» **The task**
Repeat the records exactly, with one exception: no images.

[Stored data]
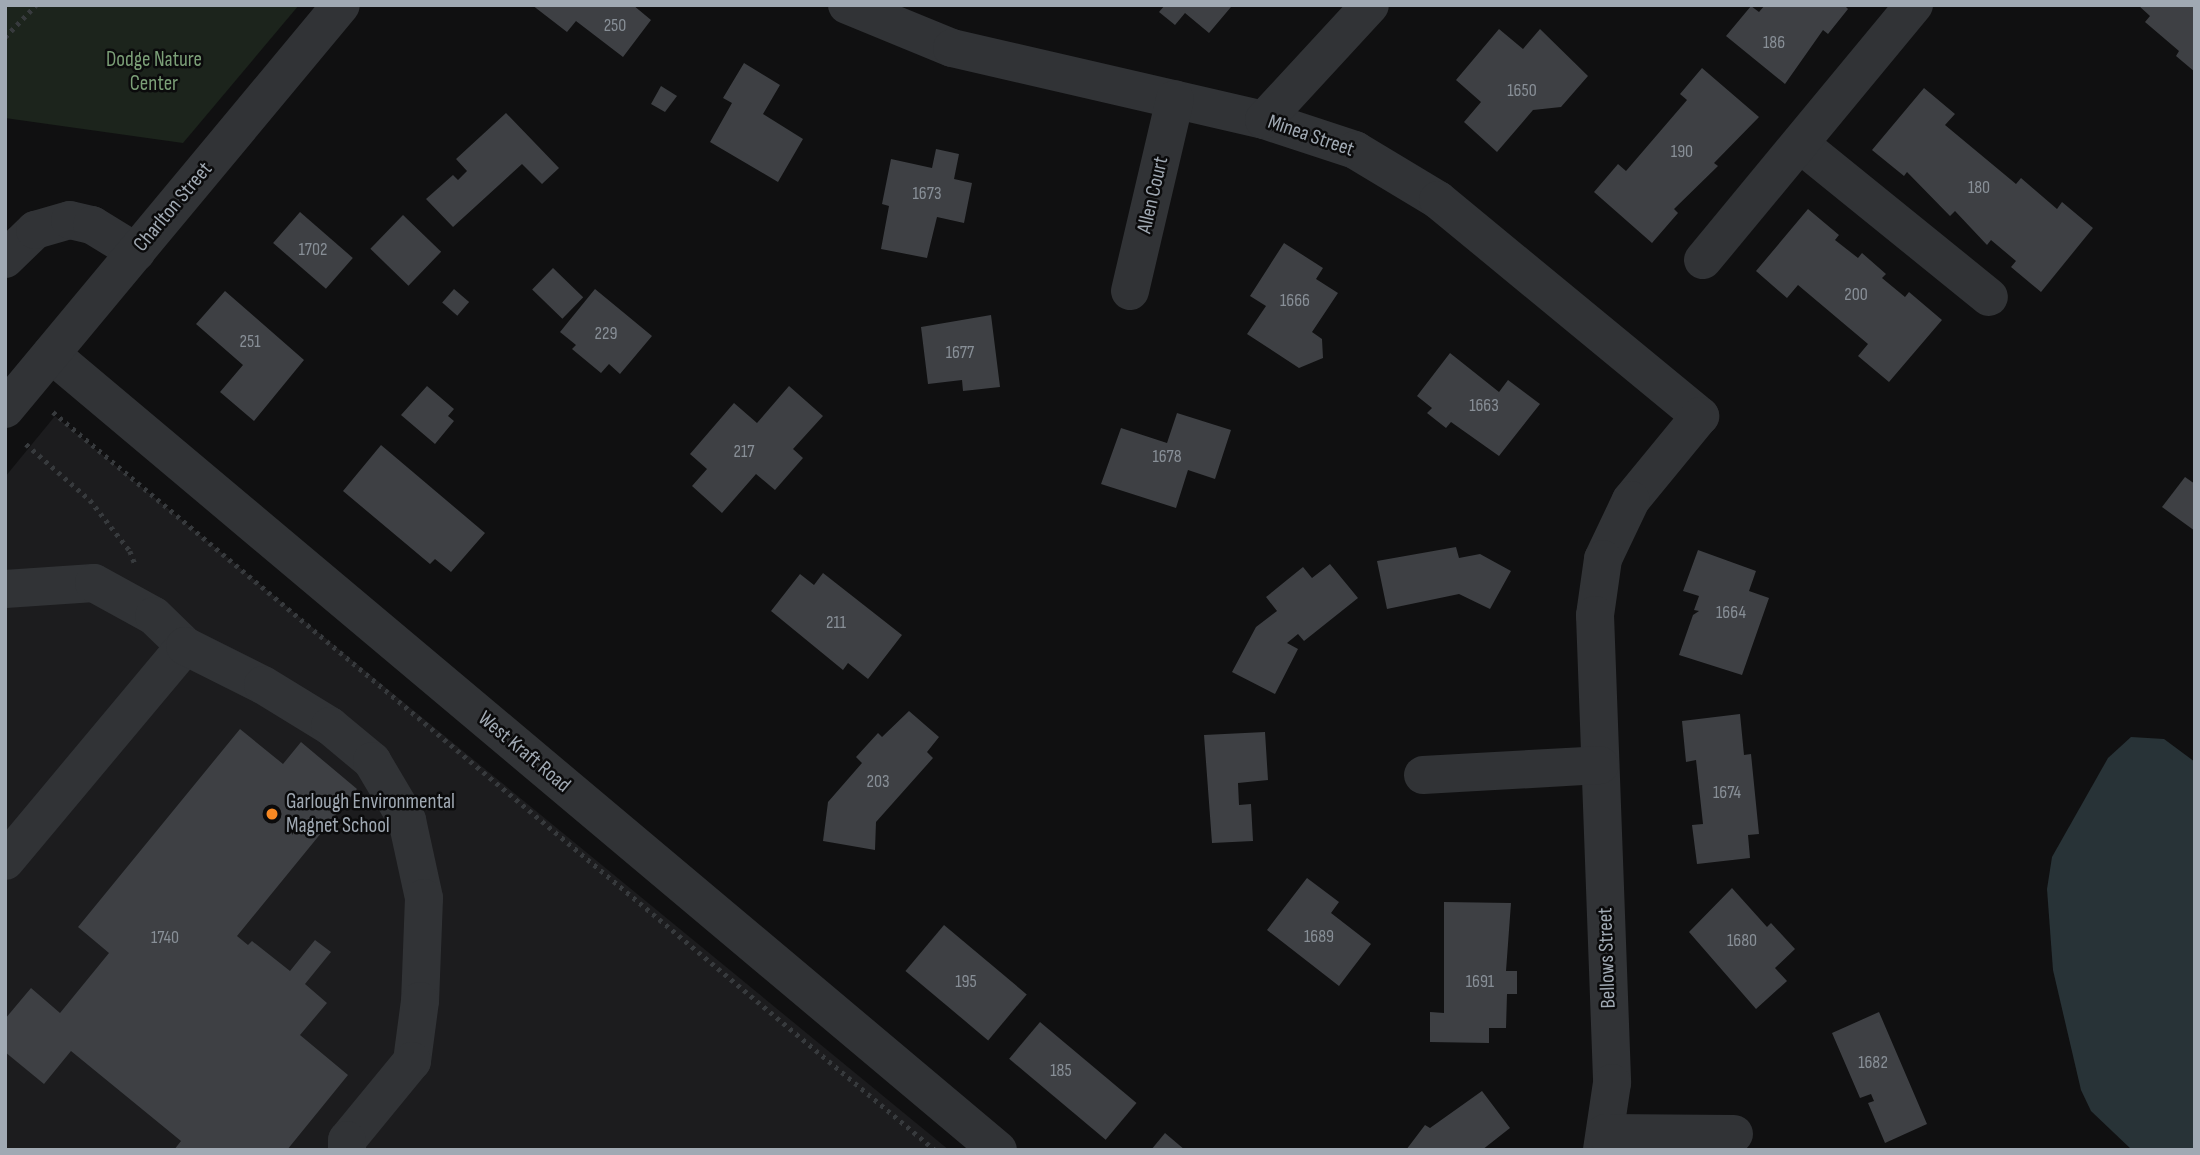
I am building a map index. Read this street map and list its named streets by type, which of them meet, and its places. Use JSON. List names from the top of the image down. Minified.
{"streets":{"street":["Minea Street","Allen Court","Charlton Street","West Kraft Road","Bellows Street"]},"crossings":[["Minea Street","Allen Court"],["Minea Street","Bellows Street"],["Charlton Street","West Kraft Road"]],"parks":["Dodge Nature Center"],"places":["Garlough Environmental Magnet School"],"house_numbers":["250","186","1650","190","180","1673","1702","200","1666","229","251","1677","1663","217","1678","1664","211","203","1674","1689","1740","1680","195","1691","1682","185"]}
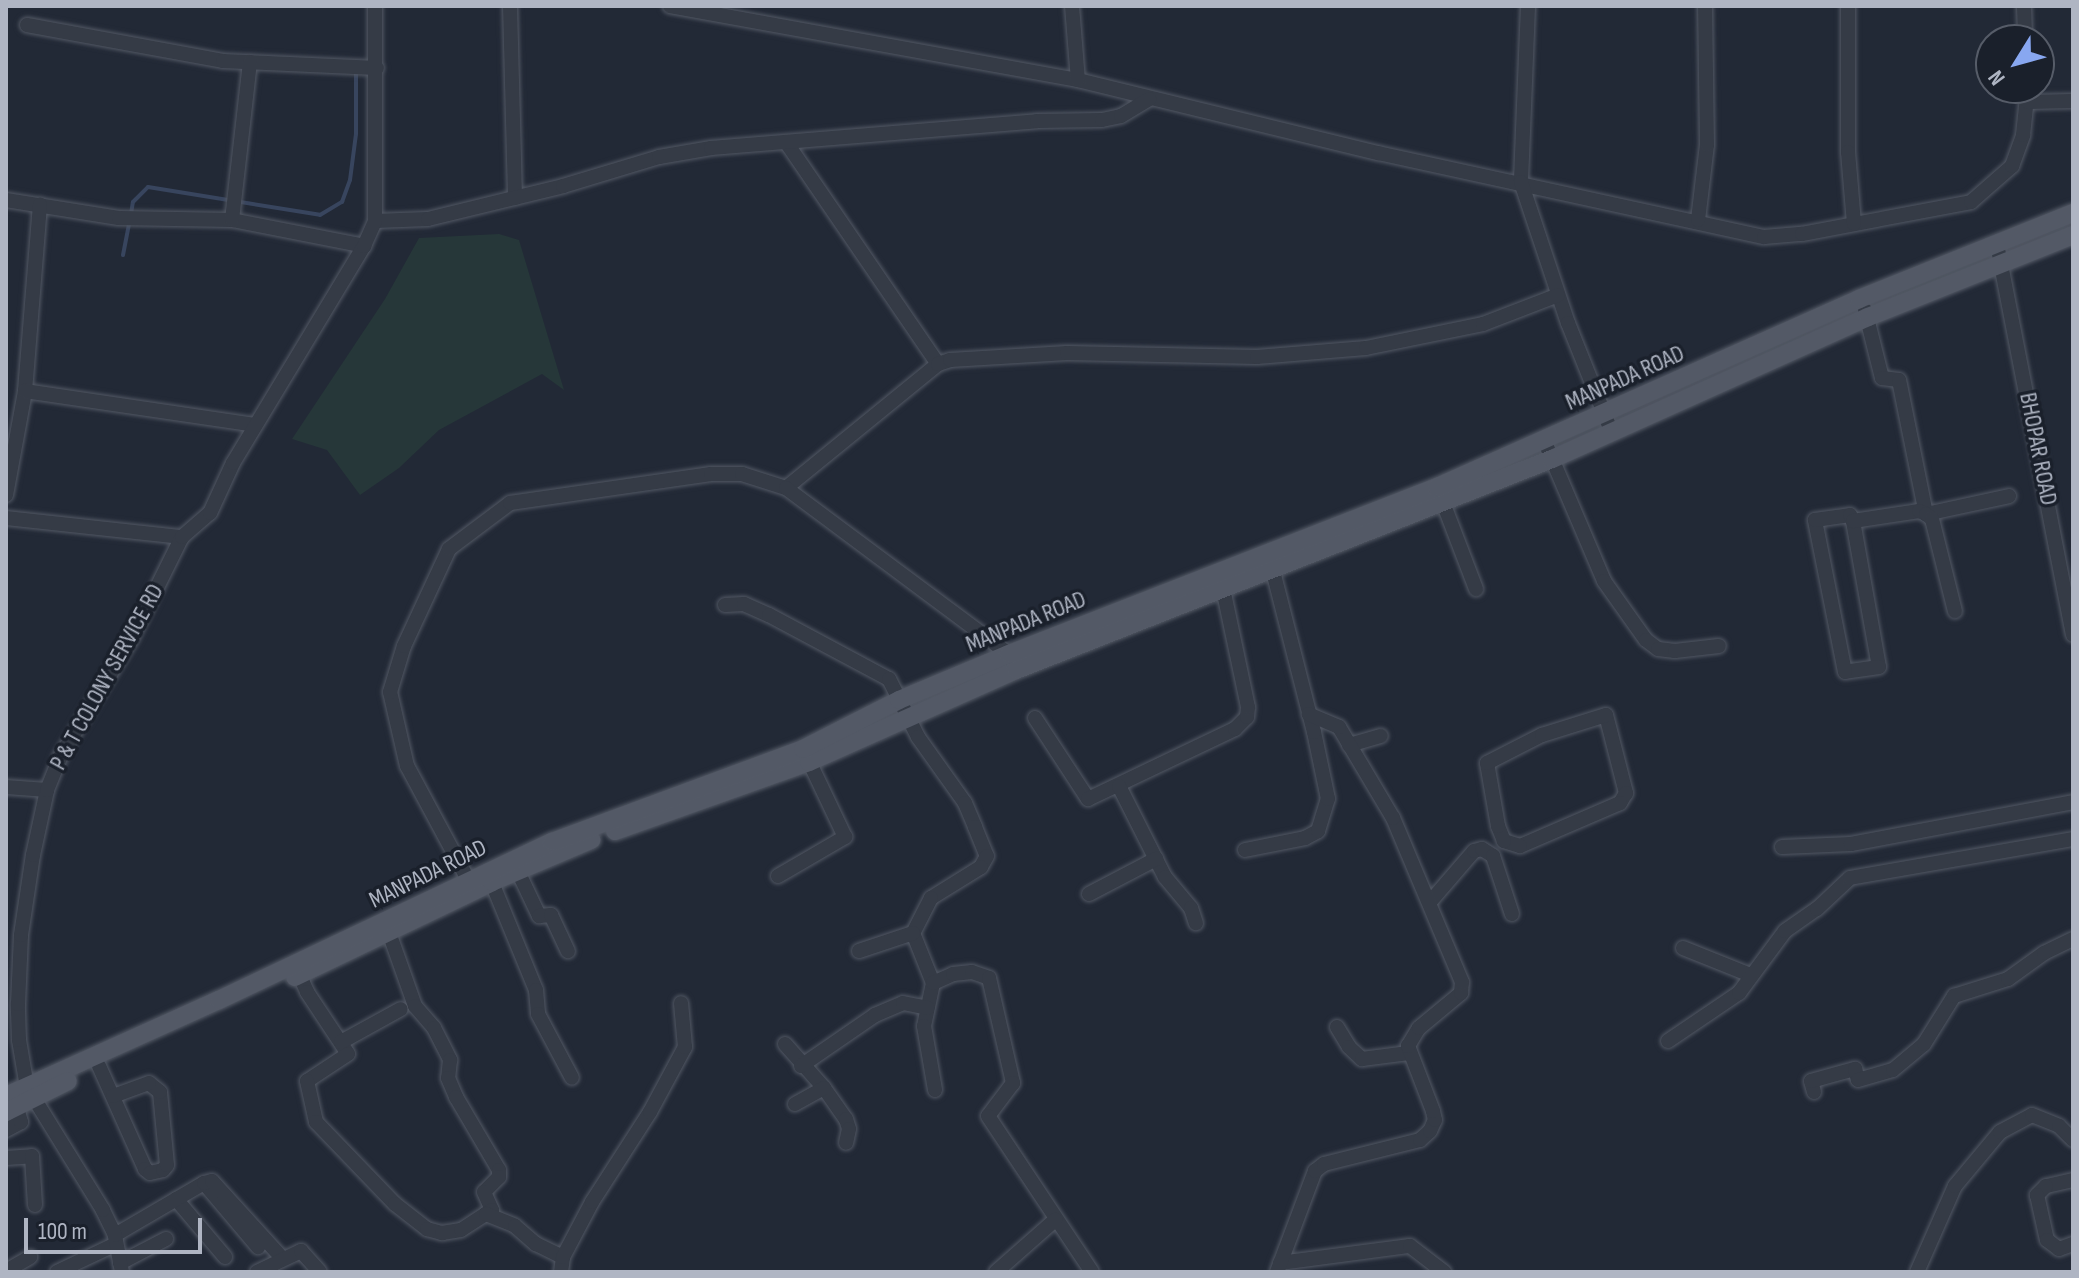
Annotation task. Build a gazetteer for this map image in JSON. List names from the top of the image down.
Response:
{
  "streets": {
    "main road": ["MANPADA ROAD"],
    "street": ["BHOPAR ROAD", "P & T COLONY SERVICE RD"]
  },
  "crossings": [
    ["MANPADA ROAD", "BHOPAR ROAD"],
    ["MANPADA ROAD", "P & T COLONY SERVICE RD"]
  ],
  "scale_bar": "100 m",
  "north": "bottom left"
}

» **Answer to this exercise**
I am building a map index. Read this street map and list its named streets by type, which of them meet, and its places. Use JSON. List names from the top of the image down. Minified.
{"streets":{"street":["Minea Street","Allen Court","Charlton Street","West Kraft Road","Bellows Street"]},"crossings":[["Minea Street","Allen Court"],["Minea Street","Bellows Street"],["Charlton Street","West Kraft Road"]],"parks":["Dodge Nature Center"],"places":["Garlough Environmental Magnet School"],"house_numbers":["250","186","1650","190","180","1673","1702","200","1666","229","251","1677","1663","217","1678","1664","211","203","1674","1689","1740","1680","195","1691","1682","185"]}
Annotation task. Build a gazetteer for this map image in JSON. List names from the top of the image down.
Response:
{
  "streets": {
    "main road": ["MANPADA ROAD"],
    "street": ["BHOPAR ROAD", "P & T COLONY SERVICE RD"]
  },
  "crossings": [
    ["MANPADA ROAD", "BHOPAR ROAD"],
    ["MANPADA ROAD", "P & T COLONY SERVICE RD"]
  ],
  "scale_bar": "100 m",
  "north": "bottom left"
}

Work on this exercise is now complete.